### Exercise directions
Below is a listing to copy exactly; no image goes into the copy.

### Record set
-- -- --
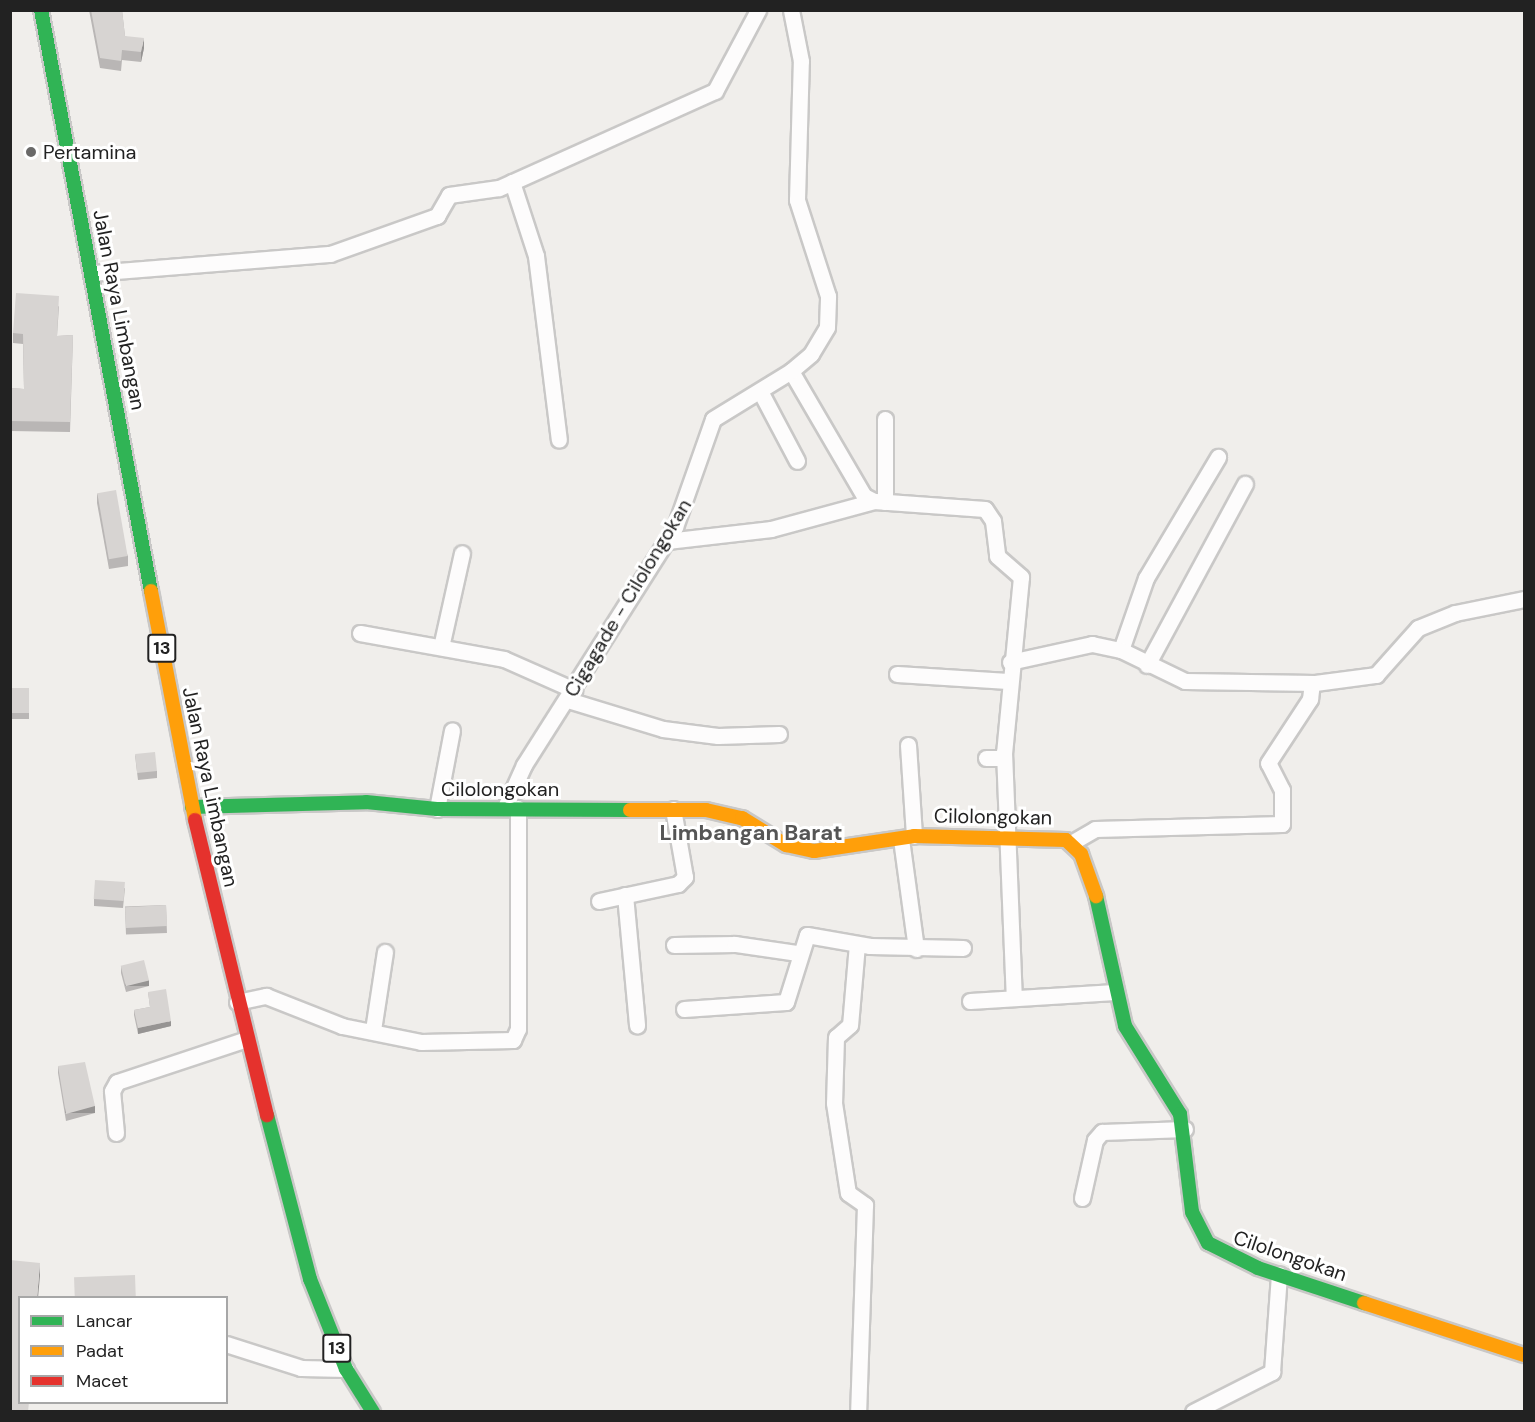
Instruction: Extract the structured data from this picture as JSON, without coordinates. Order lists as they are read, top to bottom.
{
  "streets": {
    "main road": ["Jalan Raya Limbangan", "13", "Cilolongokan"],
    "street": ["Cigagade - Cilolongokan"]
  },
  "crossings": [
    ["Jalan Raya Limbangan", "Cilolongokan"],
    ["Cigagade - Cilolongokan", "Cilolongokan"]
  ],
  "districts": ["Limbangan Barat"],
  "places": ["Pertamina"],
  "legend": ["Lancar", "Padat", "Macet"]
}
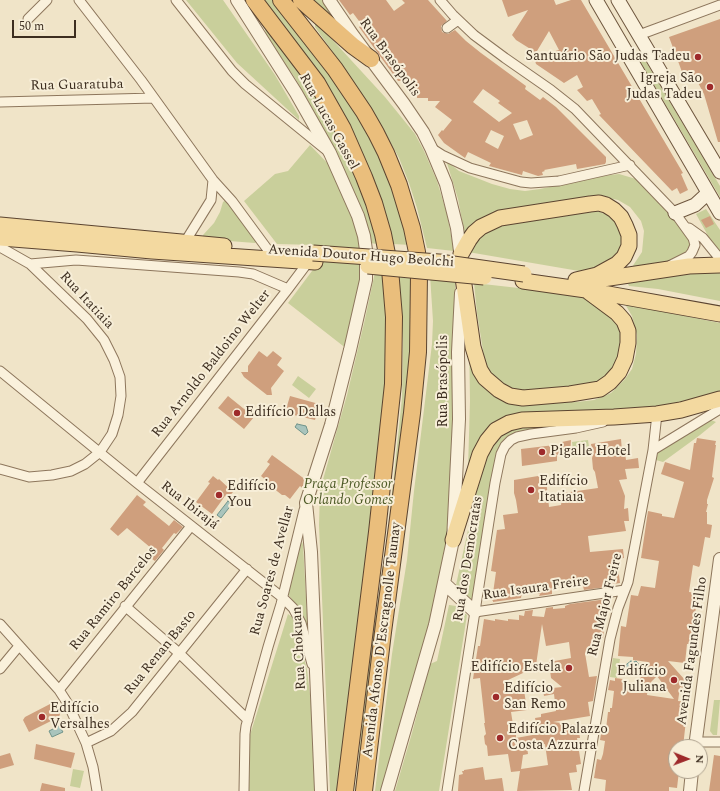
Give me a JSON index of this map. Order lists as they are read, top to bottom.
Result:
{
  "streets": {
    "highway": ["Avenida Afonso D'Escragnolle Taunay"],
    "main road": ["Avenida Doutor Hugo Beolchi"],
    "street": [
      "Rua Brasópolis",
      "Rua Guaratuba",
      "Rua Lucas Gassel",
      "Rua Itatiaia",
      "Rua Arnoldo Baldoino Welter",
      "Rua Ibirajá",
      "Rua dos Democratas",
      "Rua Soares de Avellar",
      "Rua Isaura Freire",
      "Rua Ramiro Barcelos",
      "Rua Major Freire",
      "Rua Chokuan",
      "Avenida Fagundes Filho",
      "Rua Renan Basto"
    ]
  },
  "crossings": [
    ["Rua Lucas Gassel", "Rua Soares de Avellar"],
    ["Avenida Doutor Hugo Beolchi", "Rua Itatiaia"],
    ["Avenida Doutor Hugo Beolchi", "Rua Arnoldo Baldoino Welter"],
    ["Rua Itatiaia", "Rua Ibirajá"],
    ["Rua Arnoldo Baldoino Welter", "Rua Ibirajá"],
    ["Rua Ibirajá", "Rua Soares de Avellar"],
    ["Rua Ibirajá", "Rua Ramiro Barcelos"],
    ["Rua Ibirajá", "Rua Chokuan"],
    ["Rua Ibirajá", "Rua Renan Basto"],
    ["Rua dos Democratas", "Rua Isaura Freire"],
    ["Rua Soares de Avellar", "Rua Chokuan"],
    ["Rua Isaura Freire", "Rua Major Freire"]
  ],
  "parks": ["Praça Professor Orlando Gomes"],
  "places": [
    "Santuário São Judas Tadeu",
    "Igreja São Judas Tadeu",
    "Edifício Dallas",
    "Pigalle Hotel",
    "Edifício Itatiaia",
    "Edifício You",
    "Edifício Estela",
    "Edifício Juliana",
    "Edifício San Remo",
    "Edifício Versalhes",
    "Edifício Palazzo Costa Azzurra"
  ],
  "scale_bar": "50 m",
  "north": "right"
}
-- -- --
### Answer box
Instruction: Extract the structured data from this picture as JSON, without coordinates. Order lists as they are read, top to bottom.
{
  "streets": {
    "main road": ["Jalan Raya Limbangan", "13", "Cilolongokan"],
    "street": ["Cigagade - Cilolongokan"]
  },
  "crossings": [
    ["Jalan Raya Limbangan", "Cilolongokan"],
    ["Cigagade - Cilolongokan", "Cilolongokan"]
  ],
  "districts": ["Limbangan Barat"],
  "places": ["Pertamina"],
  "legend": ["Lancar", "Padat", "Macet"]
}
Give me a JSON index of this map. Order lists as they are read, top to bottom.
Result:
{
  "streets": {
    "highway": ["Avenida Afonso D'Escragnolle Taunay"],
    "main road": ["Avenida Doutor Hugo Beolchi"],
    "street": [
      "Rua Brasópolis",
      "Rua Guaratuba",
      "Rua Lucas Gassel",
      "Rua Itatiaia",
      "Rua Arnoldo Baldoino Welter",
      "Rua Ibirajá",
      "Rua dos Democratas",
      "Rua Soares de Avellar",
      "Rua Isaura Freire",
      "Rua Ramiro Barcelos",
      "Rua Major Freire",
      "Rua Chokuan",
      "Avenida Fagundes Filho",
      "Rua Renan Basto"
    ]
  },
  "crossings": [
    ["Rua Lucas Gassel", "Rua Soares de Avellar"],
    ["Avenida Doutor Hugo Beolchi", "Rua Itatiaia"],
    ["Avenida Doutor Hugo Beolchi", "Rua Arnoldo Baldoino Welter"],
    ["Rua Itatiaia", "Rua Ibirajá"],
    ["Rua Arnoldo Baldoino Welter", "Rua Ibirajá"],
    ["Rua Ibirajá", "Rua Soares de Avellar"],
    ["Rua Ibirajá", "Rua Ramiro Barcelos"],
    ["Rua Ibirajá", "Rua Chokuan"],
    ["Rua Ibirajá", "Rua Renan Basto"],
    ["Rua dos Democratas", "Rua Isaura Freire"],
    ["Rua Soares de Avellar", "Rua Chokuan"],
    ["Rua Isaura Freire", "Rua Major Freire"]
  ],
  "parks": ["Praça Professor Orlando Gomes"],
  "places": [
    "Santuário São Judas Tadeu",
    "Igreja São Judas Tadeu",
    "Edifício Dallas",
    "Pigalle Hotel",
    "Edifício Itatiaia",
    "Edifício You",
    "Edifício Estela",
    "Edifício Juliana",
    "Edifício San Remo",
    "Edifício Versalhes",
    "Edifício Palazzo Costa Azzurra"
  ],
  "scale_bar": "50 m",
  "north": "right"
}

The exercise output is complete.